Como é uma história épica, é claro que há clichês, mas nada tão revoltante assim. Quem sabe um pouco da mitologia, por exemplo, consegue desvendar o fim do filme antes que a segunda hora comece. Para quem gosta de surpresas, pode haver um certo desânimo (compensado pelas questões técnicas), mas para quem gosta de história, é bom vê-la retratada na tela de modo tão bonito. As cenas de ação são essencialmente ótimas; uma sucessão rápida de golpes com uma trilha sonora que se adequa bem às batalhas, tendo ótimos efeitos no encontro das espadas e etc.

Quanto à fotografia, cenários e questões técnicas, tudo é muito bonito, ainda mais considerando que o ano do filme é 2004. As cenas de embate militar claramente são parecidas com as de O Senhor dos Anéis (mas também não era possível fazer de modo diferente, na época), mas são as únicas déjá vú.
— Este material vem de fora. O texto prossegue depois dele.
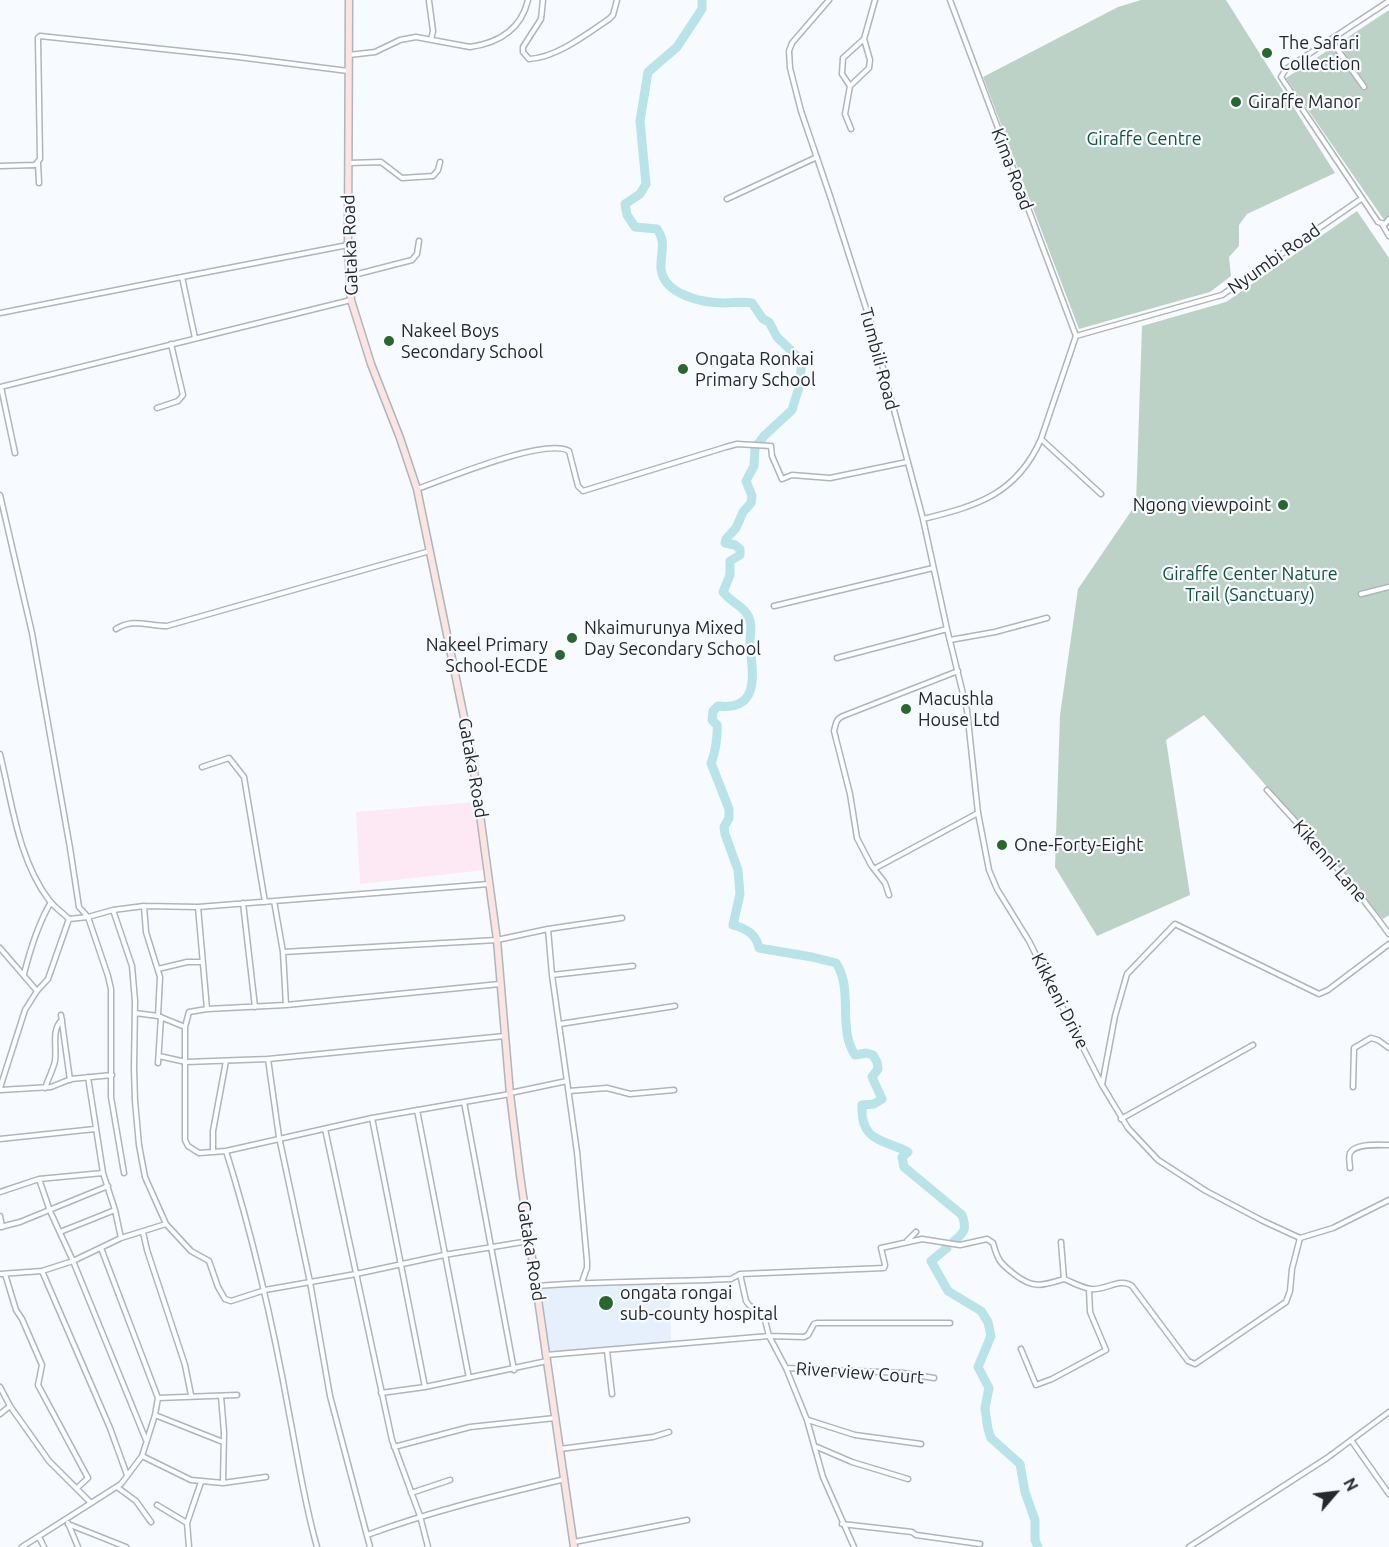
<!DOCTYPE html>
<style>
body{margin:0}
#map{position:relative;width:1389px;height:1547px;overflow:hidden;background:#f7fafe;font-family:Ubuntu,sans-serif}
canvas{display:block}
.north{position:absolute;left:1305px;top:1463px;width:60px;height:60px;-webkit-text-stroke:4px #f7fafe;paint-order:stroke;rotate:62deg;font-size:16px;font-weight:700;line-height:24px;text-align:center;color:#26292c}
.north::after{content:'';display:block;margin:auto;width:21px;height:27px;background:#26292c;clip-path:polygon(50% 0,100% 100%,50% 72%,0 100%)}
</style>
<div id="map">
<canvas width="1389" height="1547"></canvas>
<div class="north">N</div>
</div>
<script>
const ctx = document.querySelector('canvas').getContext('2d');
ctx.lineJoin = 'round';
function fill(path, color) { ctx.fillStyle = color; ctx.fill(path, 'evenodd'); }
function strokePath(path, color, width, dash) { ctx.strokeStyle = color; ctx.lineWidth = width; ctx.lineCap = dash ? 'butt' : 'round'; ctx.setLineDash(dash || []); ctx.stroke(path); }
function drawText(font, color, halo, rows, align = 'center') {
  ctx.font = font + ' Ubuntu,sans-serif'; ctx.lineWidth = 4.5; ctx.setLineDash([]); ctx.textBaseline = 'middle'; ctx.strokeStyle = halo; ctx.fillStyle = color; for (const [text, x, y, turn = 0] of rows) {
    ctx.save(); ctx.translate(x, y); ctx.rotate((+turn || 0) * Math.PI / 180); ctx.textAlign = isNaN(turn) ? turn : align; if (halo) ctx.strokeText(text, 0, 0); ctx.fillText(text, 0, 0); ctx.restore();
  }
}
const built = new Path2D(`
 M 670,1283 L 671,1342 L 550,1353 L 541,1287 L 583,1284 Z`);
const education = new Path2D(`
 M 474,802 L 484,870 L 360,884 L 356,812 Z`);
const green = new Path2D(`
 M 1141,0 L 1226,0 L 1335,173 L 1247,214 L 1239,225 L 1239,246 L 1229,257 L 1231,276 L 1210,292 L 1079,329 L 983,77 L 1118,7 Z
 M 1389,10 L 1389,227 L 1286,78 Z
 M 1357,211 L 1389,258 L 1389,915 L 1383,919 L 1204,715 L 1166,740 L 1190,895 L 1097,936 L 1055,867 L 1060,715 L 1078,589 L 1136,504 L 1142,326 L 1226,302 Z`);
const river = new Path2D(`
 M 702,0 L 702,9 L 677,47 L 648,72 L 640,121 L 646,184 L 640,194 L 625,204 L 627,215 L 635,227 L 657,229 C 667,243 660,253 661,269 C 664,295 703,303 725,303 C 735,303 742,301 752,303 L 763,319 L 769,322 L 777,337 L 802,361 L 799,387 L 792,410 L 764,436 L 755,448 L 754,466 L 746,481 L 752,496 L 751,503 L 743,512 L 736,528 L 726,539 L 725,543 L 735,545 L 740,549 L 740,555 L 730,561 L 730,575 L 723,592 C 730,601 741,605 747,614 C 754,624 749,636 750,646 C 753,674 760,711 718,706 L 713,711 L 712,720 L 717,725 C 718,735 715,754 711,763 L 729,809 L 729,818 L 724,827 L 725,834 L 738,870 L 740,894 L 733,925 C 747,929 756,934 759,948 L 812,957 L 836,963 C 854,990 837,1028 855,1055 L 866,1053 L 873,1055 L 877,1062 L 878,1069 L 872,1077 L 882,1099 L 874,1104 L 862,1105 C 860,1142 883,1139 908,1152 L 902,1157 L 904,1167 L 962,1215 C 967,1229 965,1232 954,1241
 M 947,1248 L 931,1261 L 948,1291 L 981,1311 L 988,1322 L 991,1336 L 978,1367 L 989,1388 L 985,1408 L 988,1429 L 991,1438 L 1020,1464 L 1025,1492 L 1035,1520 L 1035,1540 L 1038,1547`);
const street = new Path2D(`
 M 543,0 L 541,19 L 523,47 L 523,52 L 529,59 C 556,58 587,34 609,19 L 613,15 L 617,0
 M 829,0 L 792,43 L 789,51 L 790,68 L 801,111 L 831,199 L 872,327 L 923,519 L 947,629 L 967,710 L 978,813 L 989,870 L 997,889 L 1029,941 L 1102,1085 L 1128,1128 L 1158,1160 L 1206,1191 L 1263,1221 L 1300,1238
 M 950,0 L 1076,336
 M 429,1 L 433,31 L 431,40
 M 1389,1 L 1286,69 L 1281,77 L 1378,222 L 1385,224 L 1389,219
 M 1331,40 L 1364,87
 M 349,55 L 375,52 L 400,40 L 416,37 L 470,47 C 498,43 521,30 528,0
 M 850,86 L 842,74 L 843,58 L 864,39
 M 851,129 L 845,114 L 850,86 L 869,68 L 870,60 L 864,39 L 875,0
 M 38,163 L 39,183
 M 349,163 L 381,162 L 402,178 L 433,176 L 438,170 L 440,162
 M 0,166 L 35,165 L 40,159 L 38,38 L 40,36 L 238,57 L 348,71
 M 727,199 L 817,157
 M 1382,224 L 1389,236
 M 350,276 L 412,260 L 417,254 L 419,241
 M 0,313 L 182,277
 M 1076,336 L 1222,295 L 1361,199
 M 195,338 L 182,277 L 348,245
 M 0,387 L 351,300
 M 1,387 L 15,453
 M 157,408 L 178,401 L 183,395 L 171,344
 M 1041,439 L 1101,494
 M 417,489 C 446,479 545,437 569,451 L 578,486 L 583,491 L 726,447 L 737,444 L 771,446 L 772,456 L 782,479 L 792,475 L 830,478 L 907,462
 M 0,495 L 32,633 L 70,848 L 79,907 L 88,917 L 108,976 L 111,989 L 111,1097 L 124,1173
 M 923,519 C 977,506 1017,494 1041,439 L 1076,336
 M 1361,594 L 1389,587
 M 774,606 L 933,568
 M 116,629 C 133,618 148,626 167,626 L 430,551
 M 950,640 L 995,632 L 1047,618
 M 837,658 L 947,629
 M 0,754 C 12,802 18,859 49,900 C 54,907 63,913 69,919 L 88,917 L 113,910 L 144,906 L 198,907 L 489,884
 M 202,767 L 229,758 L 244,777 L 265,902
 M 1267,790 C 1310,837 1352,882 1389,934
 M 874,869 L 978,813
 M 889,895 L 885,883 L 871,865 L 857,838 L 850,794 L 834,731 C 836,723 836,719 843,716 L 958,671
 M 274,901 L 283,952 L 286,1005
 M 243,903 L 255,1007
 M 144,906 L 146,932 L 160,977 L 158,1016
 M 198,907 L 207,1009
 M 113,910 L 132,966 L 135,1001 L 134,1069 L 135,1101 L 139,1145 L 145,1177 L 166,1224 L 191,1251 L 209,1261 L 218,1287 L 225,1299 L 231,1301 L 265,1290 L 356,1274 L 444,1255 L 529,1241
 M 548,929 L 552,975 L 577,1152 L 587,1261 L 587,1268 L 582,1282
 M 0,948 L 37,991
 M 283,952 L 497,940 L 548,929 L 622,918
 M 158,969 L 187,962 L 202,962
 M 24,974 C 30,950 38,924 51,902
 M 552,975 L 633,966
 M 500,984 L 286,1005 L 207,1009 L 189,1012 L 185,1027 L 185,1140 L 188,1146 L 199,1153 L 226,1151 L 372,1118 L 510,1094
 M 135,1013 L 158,1016 L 185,1027
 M 61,1015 L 70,1080
 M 560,1024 L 675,1006
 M 159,1056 L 186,1062 L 268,1059 L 505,1036
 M 268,1059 L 279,1137 L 310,1282 L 330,1396 L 370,1547
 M 158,1063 L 161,1017
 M 88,1077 L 103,1173 L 115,1210 L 121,1238
 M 1102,1085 L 1115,1016 L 1127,974 L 1175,924 L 1319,994 L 1328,990 L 1389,944
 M 1353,1087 L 1354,1048 L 1371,1038 L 1378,1040 L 1389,1048
 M 0,1088 L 25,1010 L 37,991 L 48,979 L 69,919
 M 45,1088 C 48,1079 53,1070 55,1061 C 57,1048 51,1029 62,1020
 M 0,1090 L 51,1087 L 71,1079 L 112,1075
 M 569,1091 L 607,1088 L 630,1094 L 674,1090
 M 510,1093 L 567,1081
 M 464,1102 L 514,1370
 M 417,1110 L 469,1378
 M 372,1118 L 425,1387
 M 1121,1119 L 1253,1045
 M 325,1129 L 392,1440 L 420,1516 L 428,1547
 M 0,1139 L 95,1129
 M 213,1151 L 213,1131 L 226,1061
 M 226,1151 C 253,1237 273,1324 289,1413 C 298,1459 304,1502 317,1547
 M 1350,1168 C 1350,1164 1348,1157 1350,1153 C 1355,1143 1379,1145 1389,1145
 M 39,1179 L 50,1211 L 73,1261 L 146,1440
 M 0,1192 L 39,1179 L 103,1173
 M 0,1216 L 2,1227
 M 0,1227 L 20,1222 L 108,1186
 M 60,1232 L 115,1210
 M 143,1232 L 147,1250 L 185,1365 L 191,1395
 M 1300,1238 L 1333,1228 L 1389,1200
 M 907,1241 L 916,1232
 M 1061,1242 L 1064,1279 C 1072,1282 1082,1288 1091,1289 C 1105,1291 1120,1277 1132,1286 L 1188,1361 L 1195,1364 L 1286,1302 L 1290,1291 L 1292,1269 L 1300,1238
 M 42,1271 L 110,1428 L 127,1475
 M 0,1274 L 42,1271 L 73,1261 L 121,1238 L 166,1224
 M 5,1274 L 16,1310 L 22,1319 L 42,1365 L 38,1385 L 88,1478 L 77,1488
 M 740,1274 L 746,1301 L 749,1305 L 764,1316 L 769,1336 L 786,1368 L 807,1420 L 823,1477 L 854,1547
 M 537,1286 C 601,1281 666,1282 731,1279 L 740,1274 L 884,1268 L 885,1265 L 881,1248 L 922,1239 L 960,1245 L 987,1239 L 993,1243 C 998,1261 1000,1263 1014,1274 C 1033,1289 1042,1286 1064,1279
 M 1021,1349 L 1036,1385 L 1052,1379 L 1106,1350 L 1090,1312 L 1089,1289
 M 607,1351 L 612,1394
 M 546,1355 L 769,1336 L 804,1337 L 808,1335 L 814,1324 L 817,1323 L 950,1323
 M 786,1368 L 903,1373 L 934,1378
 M 0,1387 L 10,1406 L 49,1461 L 91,1503
 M 381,1393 L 425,1387 L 547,1361
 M 221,1396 L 224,1432 L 223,1483
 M 158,1398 L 237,1395
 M 0,1414 L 10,1406
 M 155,1415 L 223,1442
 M 808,1420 L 855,1435 L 921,1444
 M 1351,1440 L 1389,1494
 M 394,1447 L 470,1427 L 555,1418
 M 817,1447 L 852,1462 L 908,1479
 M 560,1449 L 653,1437 L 669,1432
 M 142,1456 L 191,1480 L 223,1483 L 266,1477
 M 117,1487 L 136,1501 L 151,1522
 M 411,1493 L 450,1480
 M 157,1505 L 187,1523
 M 68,1523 L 78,1547
 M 68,1524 L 126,1547
 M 842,1524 L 912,1532 L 916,1535 L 980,1544
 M 367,1535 C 432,1511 498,1495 565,1479
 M 39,1537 L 44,1547
 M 574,1542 L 687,1520
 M 22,1547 L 121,1484 L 142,1456 L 155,1415 L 158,1398 L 101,1248
 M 189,1547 L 187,1523 L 201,1482
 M 1189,1547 L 1327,1458 L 1389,1412`);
const secondary = new Path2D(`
 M 349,0 L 348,245 L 351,300 L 371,364 L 400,438 L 417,489 L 472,756 L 497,940 L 510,1094 L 520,1175 L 574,1547`);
const markers = [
 [1267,53,6,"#286730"],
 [1236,102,6,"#286730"],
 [389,341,6,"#286730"],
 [683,369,6,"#286730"],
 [1283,505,6,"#286730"],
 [572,638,6,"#286730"],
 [560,655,6,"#286730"],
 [906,709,6,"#286730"],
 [1002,845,6,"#286730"],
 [606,1303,8,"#286730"]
];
const poiNames = [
 ["The Safari",1279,43],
 ["Collection",1279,64],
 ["Giraffe Manor",1248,102],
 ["Nakeel Boys",401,331],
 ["Secondary School",401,352],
 ["Ongata Ronkai",695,359],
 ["Primary School",695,380],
 ["Ngong viewpoint",1271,505,"right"],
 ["Nkaimurunya Mixed",584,628],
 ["Day Secondary School",584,649],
 ["Nakeel Primary",548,645,"right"],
 ["School-ECDE",548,666,"right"],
 ["Macushla",918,699],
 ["House Ltd",918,720],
 ["One-Forty-Eight",1014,845],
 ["ongata rongai",620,1293],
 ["sub-county hospital",620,1314]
];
const parkNames = [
 ["Giraffe Centre",1144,139],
 ["Giraffe Center Nature",1250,574],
 ["Trail (Sanctuary)",1250,595]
];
const streetNames = [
 ["Kima Road",1012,169,69],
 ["Gataka Road",350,245,-92],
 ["Nyumbi Road",1274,259,-35],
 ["Tumbili Road",879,359,75],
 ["Gataka Road",473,768,80],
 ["Kikenni Lane",1330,861,49],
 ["Kikkeni Drive",1060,1001,63],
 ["Gataka Road",531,1251,81],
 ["Riverview Court",860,1373,4]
];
fill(built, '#e5f0fc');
fill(education, '#fde9f3');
fill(green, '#bcd2c6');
strokePath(river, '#b7e3e9', 9);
strokePath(street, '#aeb5be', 7);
strokePath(secondary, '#aeb5be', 9);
strokePath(street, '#fff', 4);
strokePath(secondary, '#fce5e1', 6);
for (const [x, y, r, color] of markers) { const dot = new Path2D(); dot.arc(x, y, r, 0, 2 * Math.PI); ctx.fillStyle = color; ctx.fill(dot); strokePath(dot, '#f7fafe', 2); }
drawText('18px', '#26292c', '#f7fafe', poiNames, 'left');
drawText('18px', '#14533a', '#f7fafe', parkNames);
drawText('18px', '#26292c', '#f7fafe', streetNames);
</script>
Assim, Tróia surpreende pelo interessante desenvolvimento de uma história tão complexa de um modo relativamente simples e pelas qualidades visuais que o filme tem como parte de sua essência. Com certeza, uma homenagem aos deuses gregos. Como disse o texto lá em cima, uma história de coragem, fúria e paixões. Estas últimas aparecem de diferentes maneiras nos personagens: hora no ato sexual, hora no campo de batalha, características muito bem conhecidas por aquele leitor que conhece a mitologia.